Starting point is 00:11:57 So to avoid that problem, typically databases do double writes so that we can always get one complete version of a page and we can move forward right so what we see this arrive at is a database the user modified a small amount of data in the database that resulted in a write inflation so for the double writes is 16k at a time so there's 32 kilobytes at a time. And then there is absolutely what we need to write is the log records. And this checkpoint is causing a lot of IO to be done. Of course, the database implementation, all of the implementations know that it is very costly.

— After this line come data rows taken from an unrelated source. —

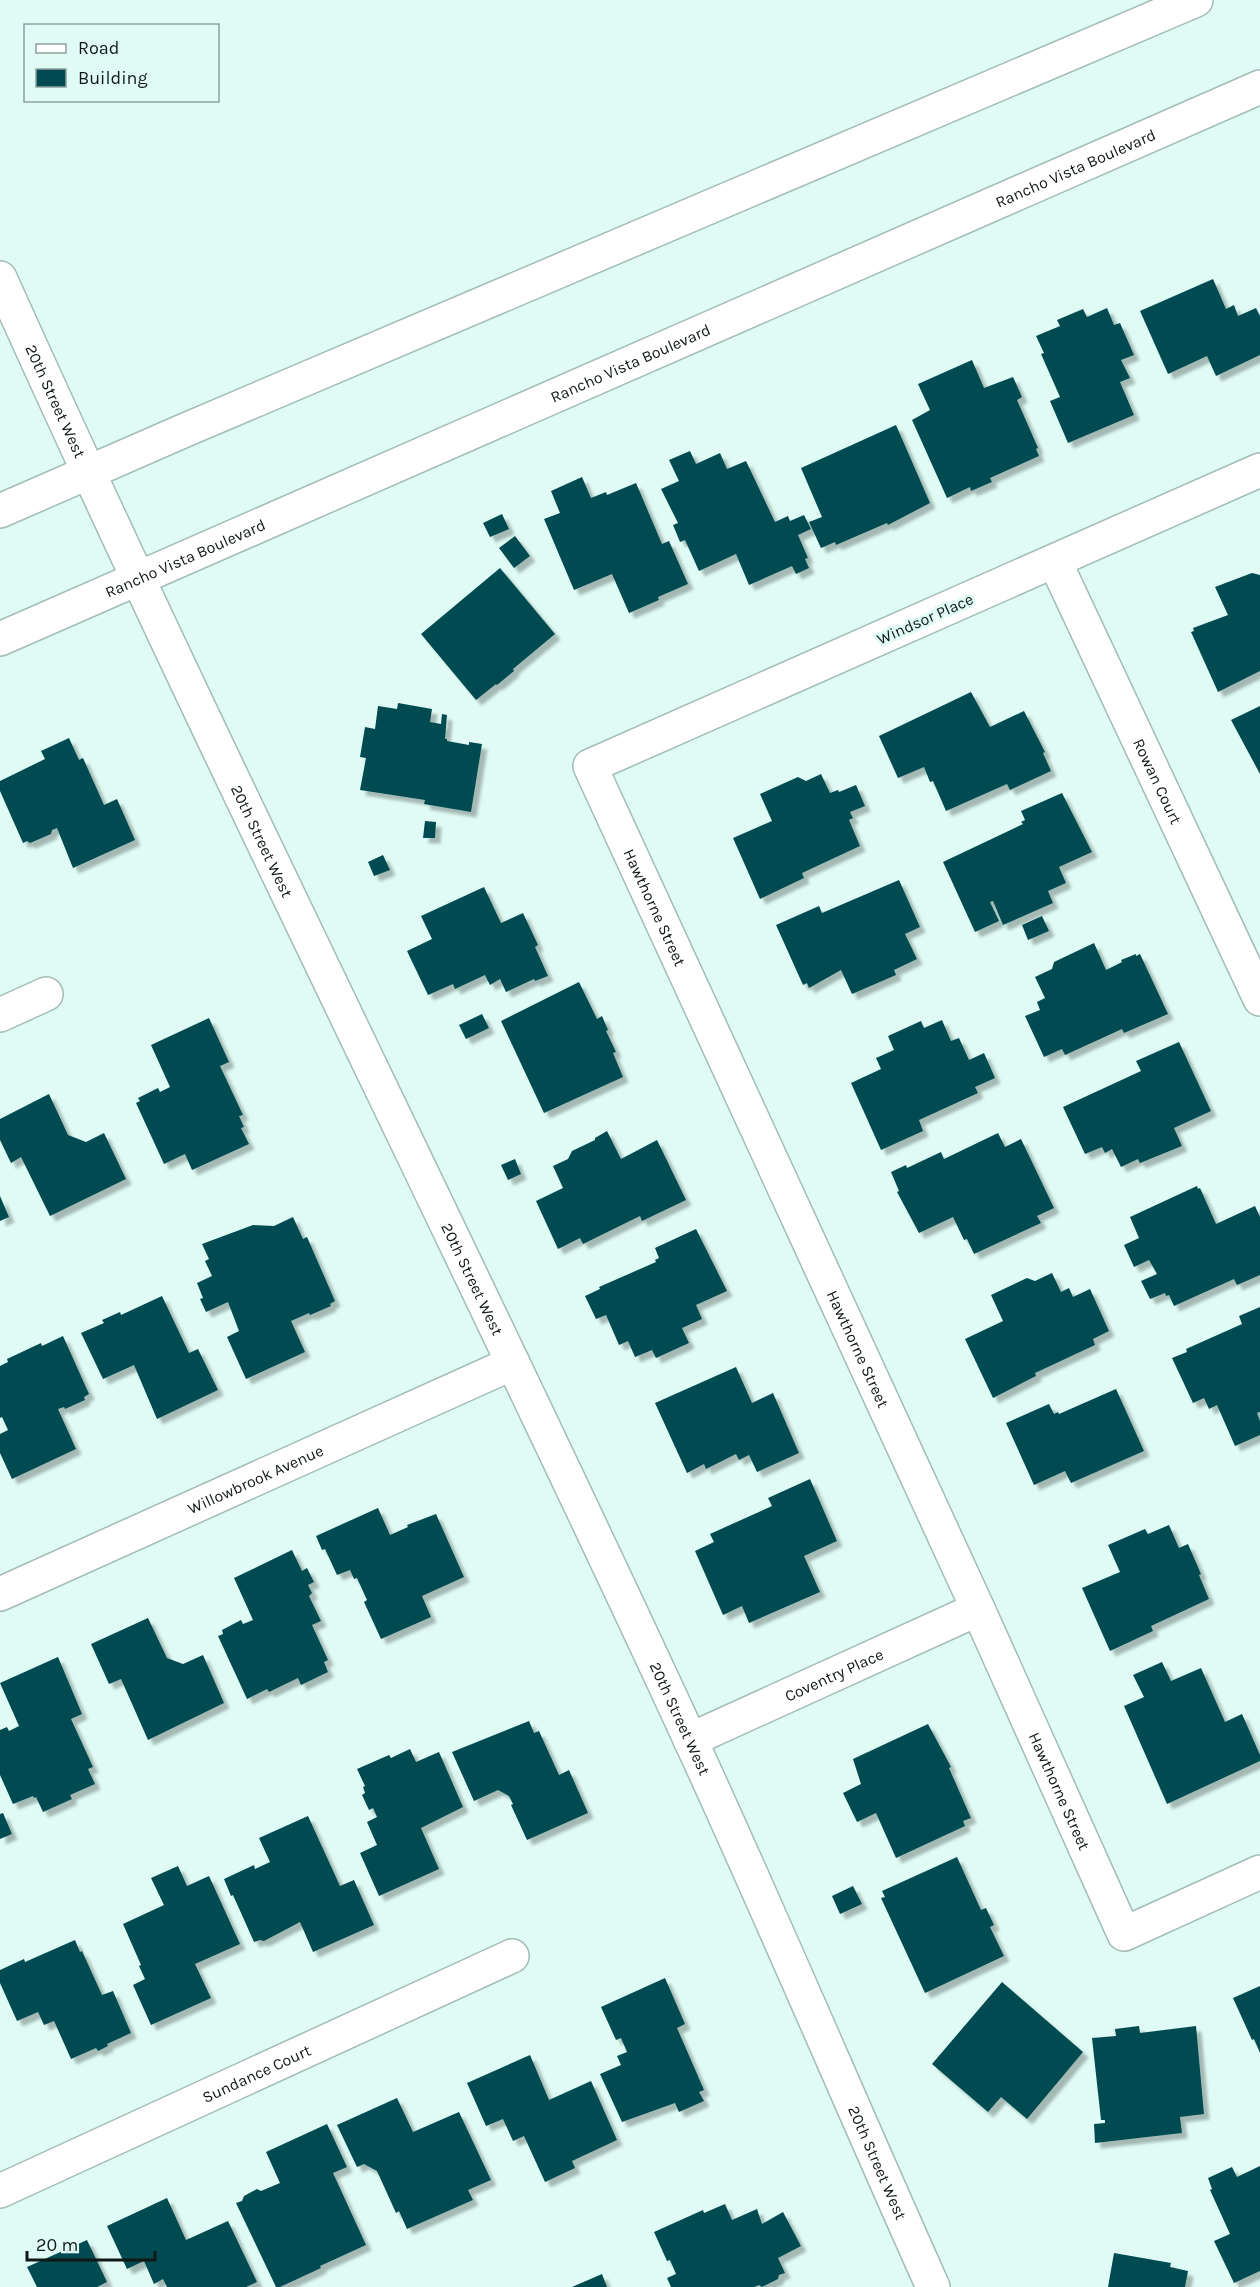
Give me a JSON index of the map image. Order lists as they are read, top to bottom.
{
  "streets": {
    "street": [
      "Rancho Vista Boulevard",
      "20th Street West",
      "Windsor Place",
      "Rowan Court",
      "Hawthorne Street",
      "Willowbrook Avenue",
      "Coventry Place",
      "Sundance Court"
    ]
  },
  "crossings": [
    ["Rancho Vista Boulevard", "20th Street West"],
    ["20th Street West", "Willowbrook Avenue"],
    ["20th Street West", "Coventry Place"],
    ["Windsor Place", "Rowan Court"],
    ["Windsor Place", "Hawthorne Street"],
    ["Hawthorne Street", "Coventry Place"]
  ],
  "legend": ["Road", "Building"],
  "scale_bar": "20 m"
}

Starting point is 00:12:38 So they amortize it. So they don't checkpoint that often. They accumulate the logs and checkpoint periodically. But you can see that the performance of the database is all dependent on how efficiently you do IO. So let's talk about what we can do in the cloud. Before that, we need to understand how the traditional architecture look like. So in this diagram, I show that there is a compute instance. This is the database instance, which does the SQL data processing. It does transaction support. It does caching, which is the buffer pooling and result caching. Anything that is related to main memory is done by this layer. And then the logging, which is essentially durably persisting the data to
Starting point is 00:13:25 the storage. So in this architecture, you can see that to achieve scalability, typical idea is to increase the IO bandwidth. So you put better hardware, a lot more devices, user storage that can scale. It's all direct attached and so forth. So you make this pipe wider and you also make it efficient, reduce the number of IOs. So this is the typical technique that the database development has done to
Starting point is 00:13:57 achieve performance. What we did in Aurora, we took a tenant that log is the database. I'll explain what we mean by that. So let's imagine there is a log stream from the beginning of the time of the database from time zero. So there are changes to the red pages, blue page, and so forth. So the logs are accumulated. With this log stream at any given point in time, we should be able to recreate the particular database page version, right? So let's take an example. If you want to know the current version of the database
Starting point is 00:14:34 page at time T5 for the red page, you have to take the log record from T1 and T5, apply them together, and get the version of the page. So we consider log as the database. That means that you can always get the current version of every page by processing the log stream. So the most important part to be durable is the log. There are, of course, efficiency problems in this statement, and I'll explain how we overcome that. The first one is relying only on the log stream for pages is not practical. So say you run the database for n number of hours, days, and so forth.
Starting point is 00:15:17 We cannot always process all the logs to get the particular version or the current version of the database page. So you need to do slightly better. And the solution is checkpoint. So now you might ask, this is what traditional databases always did. So what's the difference, right? So the database instance was burdened by checkpointing task. It needs CPU. It needs to do a lot of IO and so forth.
Starting point is 00:15:41 That was the bottleneck, right? So what we did was we said, okay, let's take that burden off the database instance and push it to a distributed storage fleet that understands this log stream and does continuous checkpointing. So essentially, instead of the database instance doing the checkpointing, a distributed storage fleet can do the checkpointing using the logs streams. So now it's a completely parallelizable problem. The database sends only the log records to the distributed storage and the distributed storage can continuously checkpoint how much ever frequently it has to be done.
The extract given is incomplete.